Even if the words in the poem are of a specific dialect not immediately understood, the reader can still sense an authentic utterance—and that these particular words have simply been chosen because this is how the poet experienced the poem. The speaker in “Testaments” says “I try to recall the taste of Pablo’s sweat. / Whiskey, no. / Wet dirt, si. / I stuff English / into my mouth / spit out chingaderas” (Corral 11). Regional aphorisms and untranslatable figures of speech create an innate sense of withholding, or inability for certain expressions to exist beyond linguistic boundaries in a single form. So, the poet must keep both language and meaning fluid and flexible, as in the lines “Cada noche / I sleep / with dead men. / The coyote was the third to die.” The stitching of languages is innate and hypnotic, as in “there’s a foto / in my bolsillo / of a skeleton / shrouded / in black flames: / Nuestra Señora de la Santa Muerte” (Corral 11). It’s a dynamic gesture and a dazzling process to feel happening in a poem.

The Spanish/English code-switch has a special significance for me as a reader, but it has also changed my linguistic parameters so that I’m drawn to poetry with unfamiliar terrains. This makes the experience of turning to poems an act of seeking the shapeshift; that is, I turn to poetry not only to be immersed in a story, and a psyche, but also another psychic reality with its own elemental textures of language, phrasing, music, and thought. Immersing ourselves in the poetics of multiple languages is vital for growing in perception, awareness, and empathy—and code-switching is the mystical crossing that allows it to happen.
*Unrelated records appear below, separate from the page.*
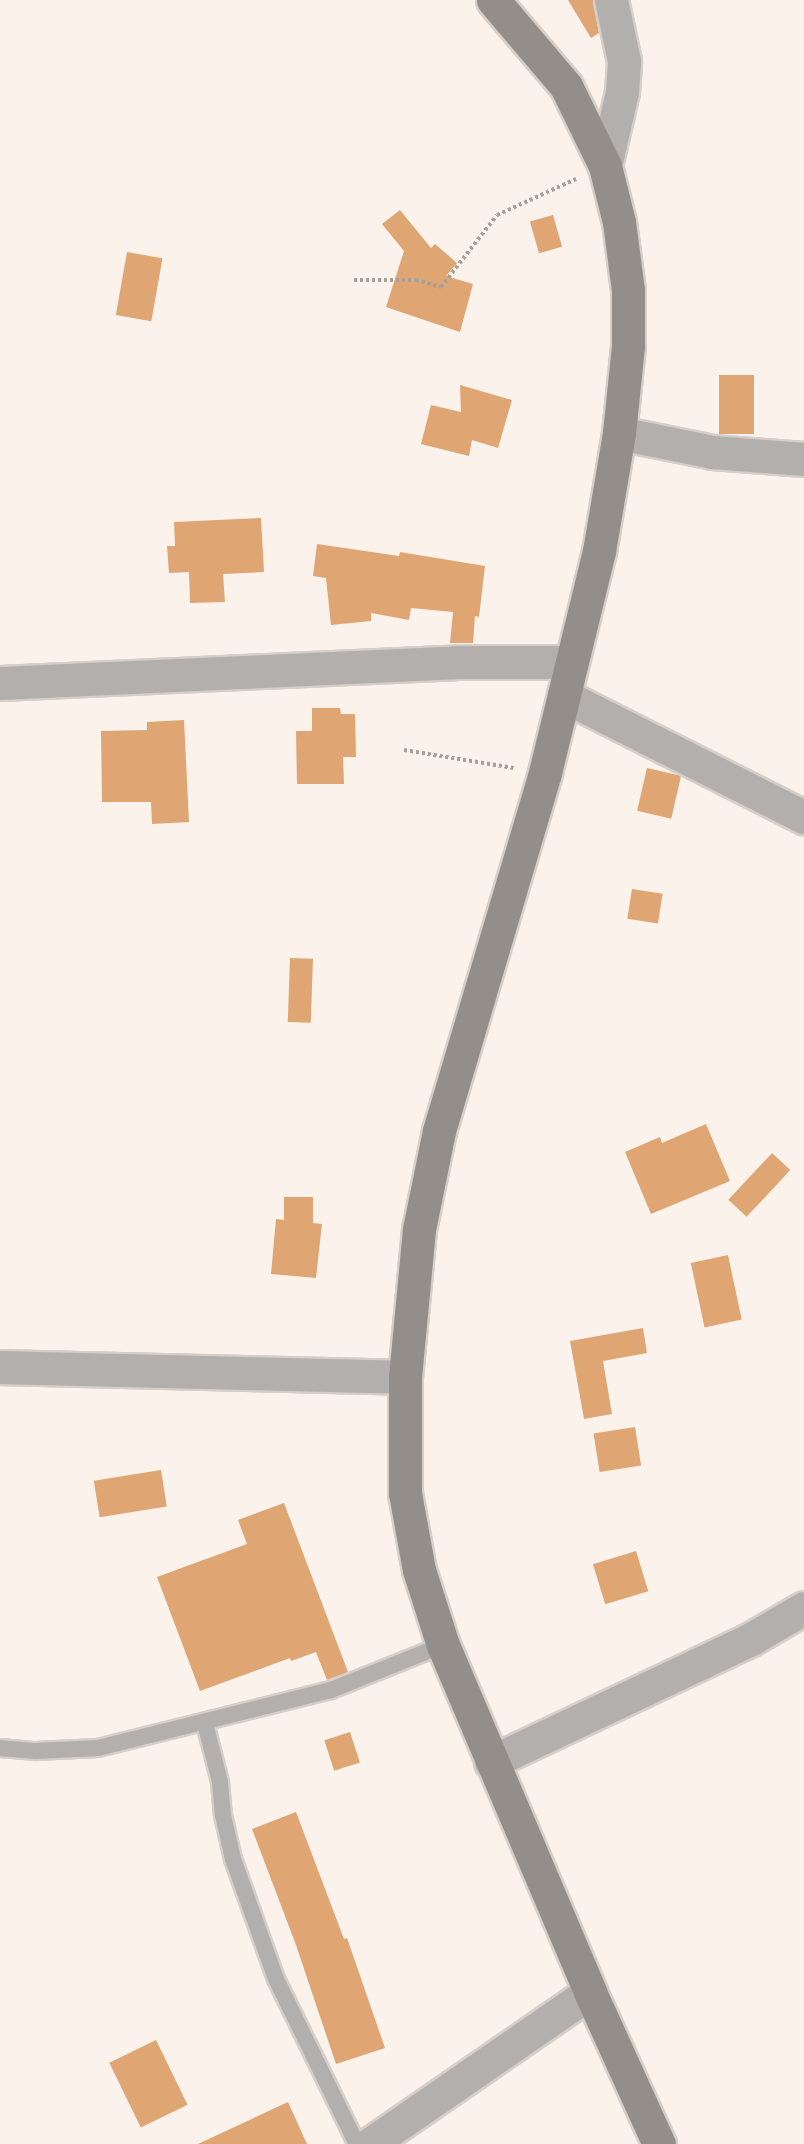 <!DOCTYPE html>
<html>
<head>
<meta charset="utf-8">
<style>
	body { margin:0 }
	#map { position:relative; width:804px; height:2144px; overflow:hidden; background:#faf2eb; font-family:Literata,serif }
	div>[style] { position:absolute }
	.building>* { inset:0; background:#dfa572; transform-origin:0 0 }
	.path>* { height:4px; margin-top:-2px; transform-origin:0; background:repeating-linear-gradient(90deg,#a6a09b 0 3px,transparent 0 6px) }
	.roads { filter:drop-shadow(2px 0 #d6cfc9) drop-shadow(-2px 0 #d6cfc9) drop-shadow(0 2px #d6cfc9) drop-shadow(0 -2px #d6cfc9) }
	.lane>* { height:16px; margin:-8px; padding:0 8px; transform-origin:8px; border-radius:8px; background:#b3afad }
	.street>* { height:33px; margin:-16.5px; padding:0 16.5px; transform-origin:16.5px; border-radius:16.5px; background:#b3afad }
	.secondary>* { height:33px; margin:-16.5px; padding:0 16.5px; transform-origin:16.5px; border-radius:16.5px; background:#948e8b }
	span { translate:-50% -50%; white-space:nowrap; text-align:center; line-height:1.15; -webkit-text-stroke:5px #fff; paint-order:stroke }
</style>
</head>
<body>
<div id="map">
	<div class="building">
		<i style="clip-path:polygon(568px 0,593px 0,599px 33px,591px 38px)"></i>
		<i style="clip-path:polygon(400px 210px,431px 248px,435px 244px,457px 263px,446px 276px,473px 284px,460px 332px,386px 307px,404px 251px,382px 224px)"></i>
		<i style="left:553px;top:215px;width:33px;height:24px;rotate:74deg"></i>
		<i style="left:127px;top:252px;width:36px;height:64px;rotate:10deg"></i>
		<i style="left:719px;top:375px;width:35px;height:59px"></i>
		<i style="clip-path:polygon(460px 385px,512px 400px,498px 448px,472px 440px,469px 456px,421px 444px,431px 405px,461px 412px)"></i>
		<i style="clip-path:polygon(261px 518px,264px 572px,223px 574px,225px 602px,190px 603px,189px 572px,169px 573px,167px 546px,175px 546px,174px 522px)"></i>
		<i style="clip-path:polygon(317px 544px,399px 556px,400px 552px,485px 566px,479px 617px,475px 616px,473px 643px,450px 643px,453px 612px,411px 608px,409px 620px,371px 613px,371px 621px,331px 625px,326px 578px,313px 576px)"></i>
		<i style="clip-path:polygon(312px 708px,340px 708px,341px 714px,355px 714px,356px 757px,343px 757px,344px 784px,297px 784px,296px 731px,312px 731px)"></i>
		<i style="clip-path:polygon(184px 720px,189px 822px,152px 824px,151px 802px,102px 802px,101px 731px,147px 730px,147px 722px)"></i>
		<i style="left:647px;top:768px;width:35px;height:44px;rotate:13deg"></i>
		<i style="left:632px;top:889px;width:31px;height:30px;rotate:9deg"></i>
		<i style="left:290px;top:958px;width:23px;height:64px;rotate:2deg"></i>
		<i style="clip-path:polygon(706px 1124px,730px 1181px,651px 1214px,625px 1152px,660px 1137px,662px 1143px)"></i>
		<i style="left:772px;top:1153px;width:25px;height:64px;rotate:43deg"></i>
		<i style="clip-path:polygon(284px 1197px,313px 1197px,313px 1223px,322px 1224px,316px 1278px,271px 1274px,276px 1219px,284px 1220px)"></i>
		<i style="left:728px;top:1255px;width:66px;height:38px;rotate:78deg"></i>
		<i style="clip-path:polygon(643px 1328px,647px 1353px,603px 1361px,612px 1414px,584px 1419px,570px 1341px)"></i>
		<i style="left:635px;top:1427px;width:39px;height:42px;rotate:81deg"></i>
		<i style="left:161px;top:1470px;width:37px;height:68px;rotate:81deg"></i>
		<i style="clip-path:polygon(284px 1503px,348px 1672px,327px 1680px,316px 1652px,291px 1661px,290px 1658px,200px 1691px,157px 1577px,247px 1544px,238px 1520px)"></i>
		<i style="left:636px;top:1551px;width:42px;height:45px;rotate:73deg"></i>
		<i style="left:350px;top:1732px;width:32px;height:27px;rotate:72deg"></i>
		<i style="clip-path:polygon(296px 1812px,344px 1939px,347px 1938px,385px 2048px,336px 2064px,296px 1945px,252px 1829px)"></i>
		<i style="left:156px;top:2040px;width:72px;height:52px;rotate:64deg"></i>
		<i style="clip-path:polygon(288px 2102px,307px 2144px,198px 2144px)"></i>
	</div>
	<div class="path">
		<i style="left:354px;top:280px;width:62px"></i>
		<i style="left:416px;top:280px;width:26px;rotate:16deg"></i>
		<i style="left:441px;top:287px;width:91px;rotate:-52.1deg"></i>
		<i style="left:497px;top:215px;width:87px;rotate:-24.5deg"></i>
		<i style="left:404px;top:750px;width:111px;rotate:9.3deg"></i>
	</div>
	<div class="roads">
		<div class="lane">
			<i style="left:205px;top:1723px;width:61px;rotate:75.7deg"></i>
			<i style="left:220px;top:1782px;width:33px;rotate:85deg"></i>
			<i style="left:223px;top:1815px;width:45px;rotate:77.2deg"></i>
			<i style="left:233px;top:1859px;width:127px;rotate:70.3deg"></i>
			<i style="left:276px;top:1979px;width:184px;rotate:63.9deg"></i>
			<i style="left:0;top:1748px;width:36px;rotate:5deg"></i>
			<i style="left:36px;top:1751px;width:62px;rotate:-2.8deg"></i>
			<i style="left:98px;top:1748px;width:240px;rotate:-14deg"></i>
			<i style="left:331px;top:1690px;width:121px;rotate:-21.9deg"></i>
		</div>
		<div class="street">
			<i style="left:605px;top:166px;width:76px;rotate:-77.1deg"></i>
			<i style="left:622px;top:92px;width:31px;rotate:-86deg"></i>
			<i style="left:624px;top:61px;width:62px;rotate:-102deg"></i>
			<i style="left:619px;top:433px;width:95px;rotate:11.5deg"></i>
			<i style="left:712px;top:452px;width:92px;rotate:4.4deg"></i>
			<i style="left:0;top:683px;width:455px;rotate:-2.6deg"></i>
			<i style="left:455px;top:662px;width:115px"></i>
			<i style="left:564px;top:696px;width:269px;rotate:26.8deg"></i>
			<i style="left:0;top:1367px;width:405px;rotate:1.4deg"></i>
			<i style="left:491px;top:1762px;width:288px;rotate:-25.3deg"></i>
			<i style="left:751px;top:1639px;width:61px;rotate:-30.3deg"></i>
			<i style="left:370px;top:2144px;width:267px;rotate:-34.6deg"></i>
		</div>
		<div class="secondary">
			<i style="left:493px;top:0;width:113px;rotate:49.7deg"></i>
			<i style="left:566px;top:86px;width:89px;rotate:64deg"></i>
			<i style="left:605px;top:166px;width:58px;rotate:76deg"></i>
			<i style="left:619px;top:222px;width:69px;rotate:82.5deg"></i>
			<i style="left:628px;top:290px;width:56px;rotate:90deg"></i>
			<i style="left:628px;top:346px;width:87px;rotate:95.9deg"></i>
			<i style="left:619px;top:433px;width:120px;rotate:99.6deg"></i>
			<i style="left:599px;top:551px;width:228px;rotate:103.7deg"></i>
			<i style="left:545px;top:773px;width:373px;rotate:106.5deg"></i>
			<i style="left:439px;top:1131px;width:100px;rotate:101.5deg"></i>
			<i style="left:419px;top:1229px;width:149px;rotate:95.4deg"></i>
			<i style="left:405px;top:1377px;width:116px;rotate:90deg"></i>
			<i style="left:405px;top:1493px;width:78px;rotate:79.7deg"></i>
			<i style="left:419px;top:1570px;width:79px;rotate:72.3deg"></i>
			<i style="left:443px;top:1645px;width:377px;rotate:67deg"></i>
			<i style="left:590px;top:1992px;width:167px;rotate:65.6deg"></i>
		</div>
	</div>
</div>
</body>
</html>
As Eduardo C. Corral writes in “Testaments Scratched into a Water Station Barrel,” “a proverb: beauty / can’t be talked into speech. The sky isn’t blue. / It’s azul.” and “Saguaros / are triste, not curious.” Perhaps beauty cannot be conjured by speech, but it can be built and transfigured within these careful layers.

––Mary Robles, Mid-American Review

Note from the editors: The works in this craft essay are cited from Guillotine by Eduardo C. Corral. Minneapolis, MN: Graywolf Press, 2020. 72 pages. $16.00, paper.